EXERCISE
The word "Городская" may appear in lines of the data below. Say how many lines hold it, giving only the number.

TASK INPUT
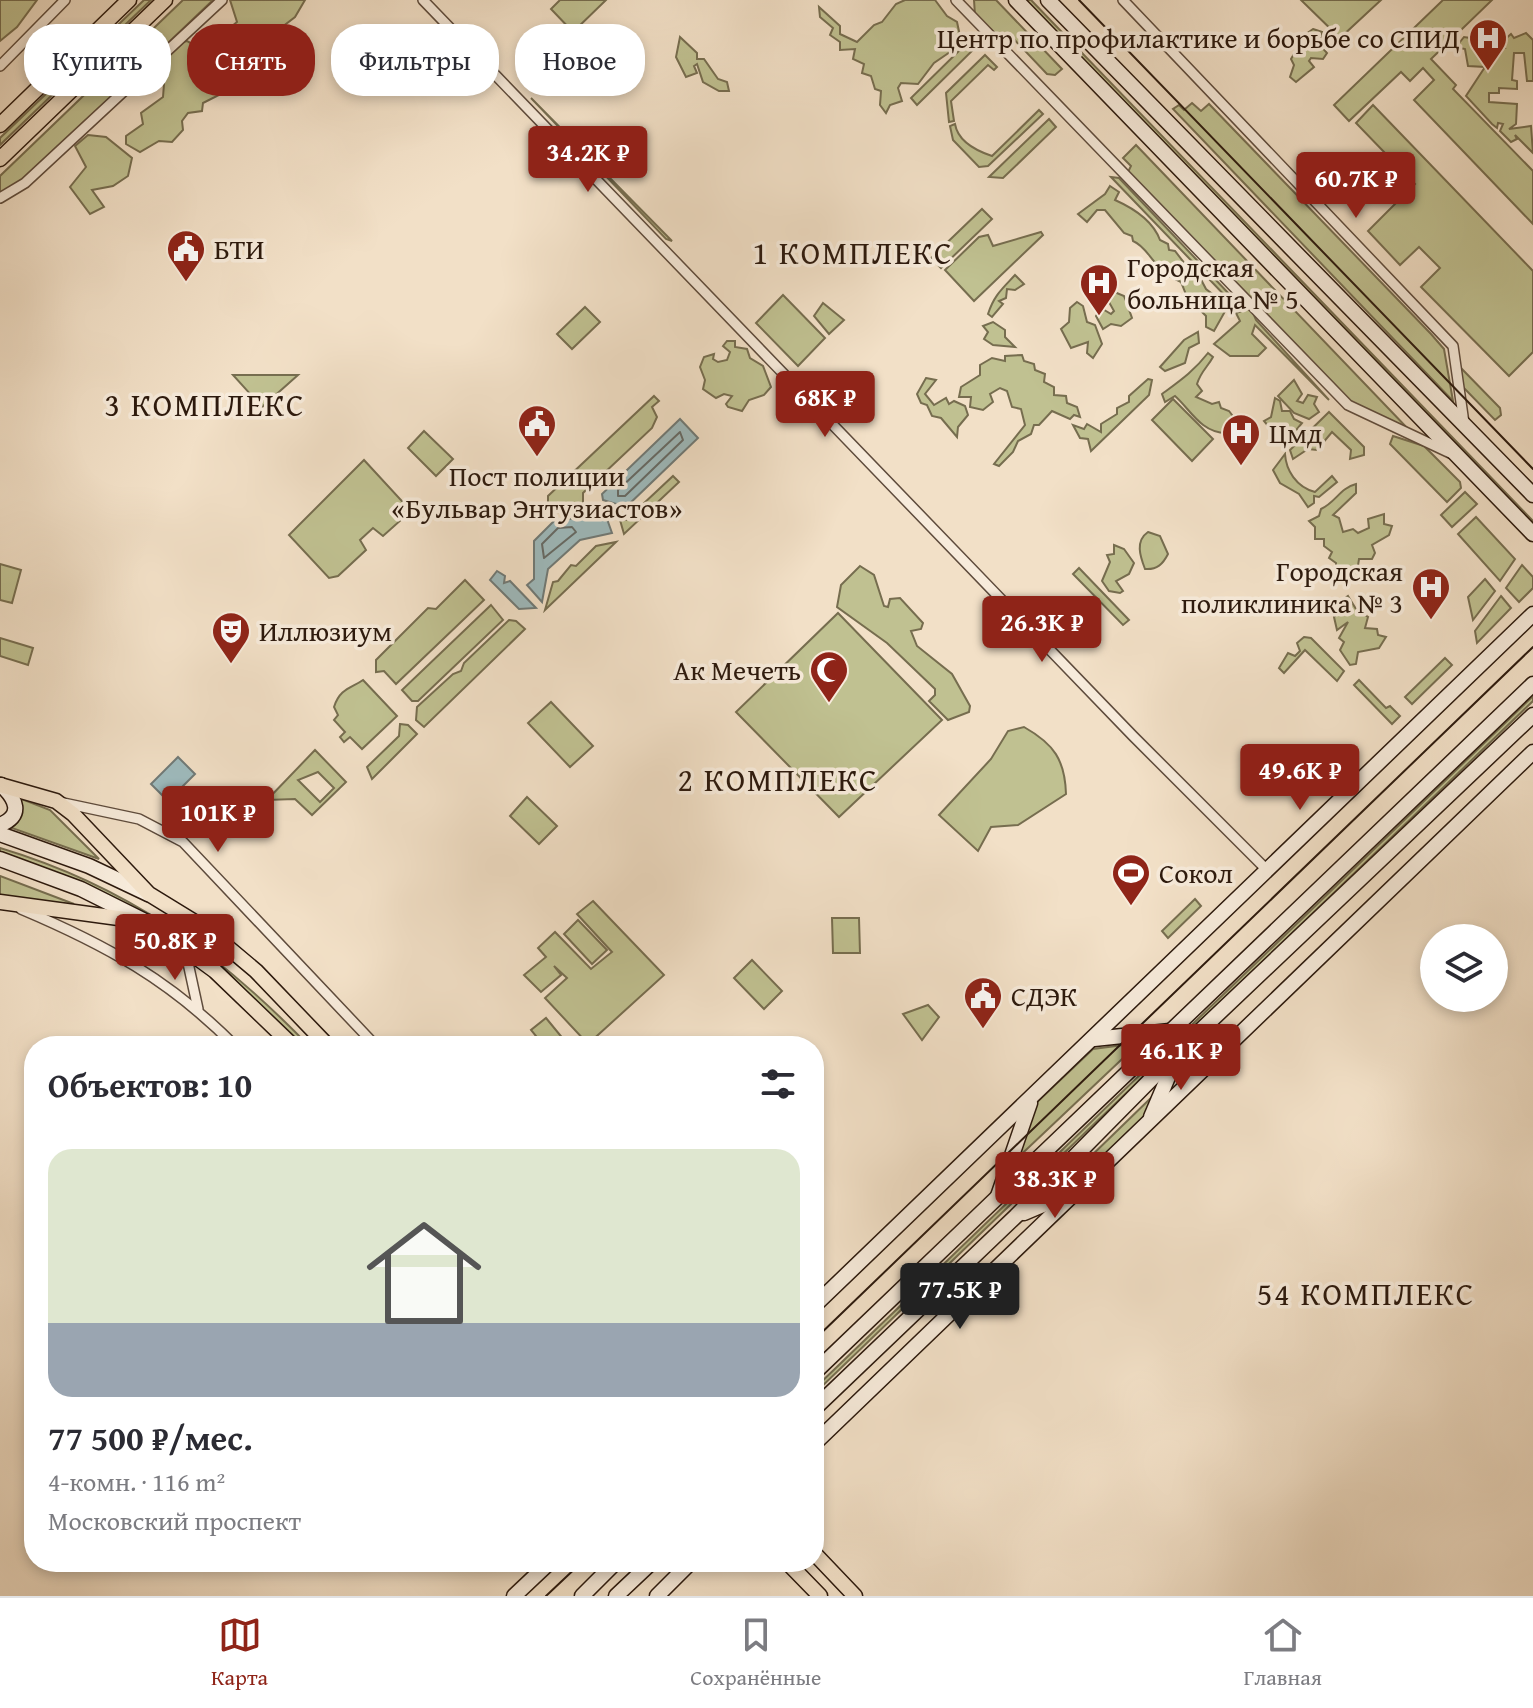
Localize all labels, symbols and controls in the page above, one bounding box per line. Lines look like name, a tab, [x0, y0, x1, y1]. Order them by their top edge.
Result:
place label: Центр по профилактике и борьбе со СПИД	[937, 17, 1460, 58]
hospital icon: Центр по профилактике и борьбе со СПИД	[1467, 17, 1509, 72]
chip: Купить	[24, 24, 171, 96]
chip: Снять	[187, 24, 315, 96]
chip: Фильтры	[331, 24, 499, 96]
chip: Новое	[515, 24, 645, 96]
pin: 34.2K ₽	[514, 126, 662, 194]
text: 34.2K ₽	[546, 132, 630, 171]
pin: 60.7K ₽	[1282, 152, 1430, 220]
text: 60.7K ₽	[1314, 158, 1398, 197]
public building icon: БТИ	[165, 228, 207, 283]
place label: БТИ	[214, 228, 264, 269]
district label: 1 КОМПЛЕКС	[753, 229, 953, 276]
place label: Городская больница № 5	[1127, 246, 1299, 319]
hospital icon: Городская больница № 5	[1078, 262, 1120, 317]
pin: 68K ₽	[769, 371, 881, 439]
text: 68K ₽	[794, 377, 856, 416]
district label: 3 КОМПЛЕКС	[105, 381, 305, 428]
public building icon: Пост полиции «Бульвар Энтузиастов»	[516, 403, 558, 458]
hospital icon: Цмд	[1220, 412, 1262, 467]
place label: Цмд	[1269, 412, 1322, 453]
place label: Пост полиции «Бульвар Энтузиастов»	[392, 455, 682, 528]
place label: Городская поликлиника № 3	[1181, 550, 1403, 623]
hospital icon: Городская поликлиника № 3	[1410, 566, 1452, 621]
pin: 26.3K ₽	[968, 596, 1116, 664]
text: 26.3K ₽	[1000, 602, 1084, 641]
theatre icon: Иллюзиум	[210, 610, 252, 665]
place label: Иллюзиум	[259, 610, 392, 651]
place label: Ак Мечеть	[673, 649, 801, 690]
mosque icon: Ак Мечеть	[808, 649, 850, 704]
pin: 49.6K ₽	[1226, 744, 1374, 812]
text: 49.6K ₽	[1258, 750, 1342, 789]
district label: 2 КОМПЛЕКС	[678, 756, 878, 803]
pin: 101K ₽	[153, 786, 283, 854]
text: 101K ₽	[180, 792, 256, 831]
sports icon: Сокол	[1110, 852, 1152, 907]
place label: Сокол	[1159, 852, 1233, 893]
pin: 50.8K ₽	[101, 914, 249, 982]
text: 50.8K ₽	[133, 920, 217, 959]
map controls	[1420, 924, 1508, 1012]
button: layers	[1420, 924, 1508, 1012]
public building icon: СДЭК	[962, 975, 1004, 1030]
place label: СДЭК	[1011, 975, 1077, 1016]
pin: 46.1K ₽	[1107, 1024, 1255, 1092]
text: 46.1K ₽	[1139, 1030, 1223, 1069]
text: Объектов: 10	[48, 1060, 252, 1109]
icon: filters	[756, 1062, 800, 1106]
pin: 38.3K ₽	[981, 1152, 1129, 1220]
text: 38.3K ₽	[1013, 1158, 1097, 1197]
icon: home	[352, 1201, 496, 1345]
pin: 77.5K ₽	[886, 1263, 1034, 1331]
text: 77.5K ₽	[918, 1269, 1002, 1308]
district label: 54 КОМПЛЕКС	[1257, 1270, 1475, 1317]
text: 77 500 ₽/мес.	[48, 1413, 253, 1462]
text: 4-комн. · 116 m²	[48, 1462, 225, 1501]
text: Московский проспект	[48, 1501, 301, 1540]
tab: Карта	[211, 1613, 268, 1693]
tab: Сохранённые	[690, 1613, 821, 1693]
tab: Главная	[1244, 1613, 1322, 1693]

ANSWER SPACE
4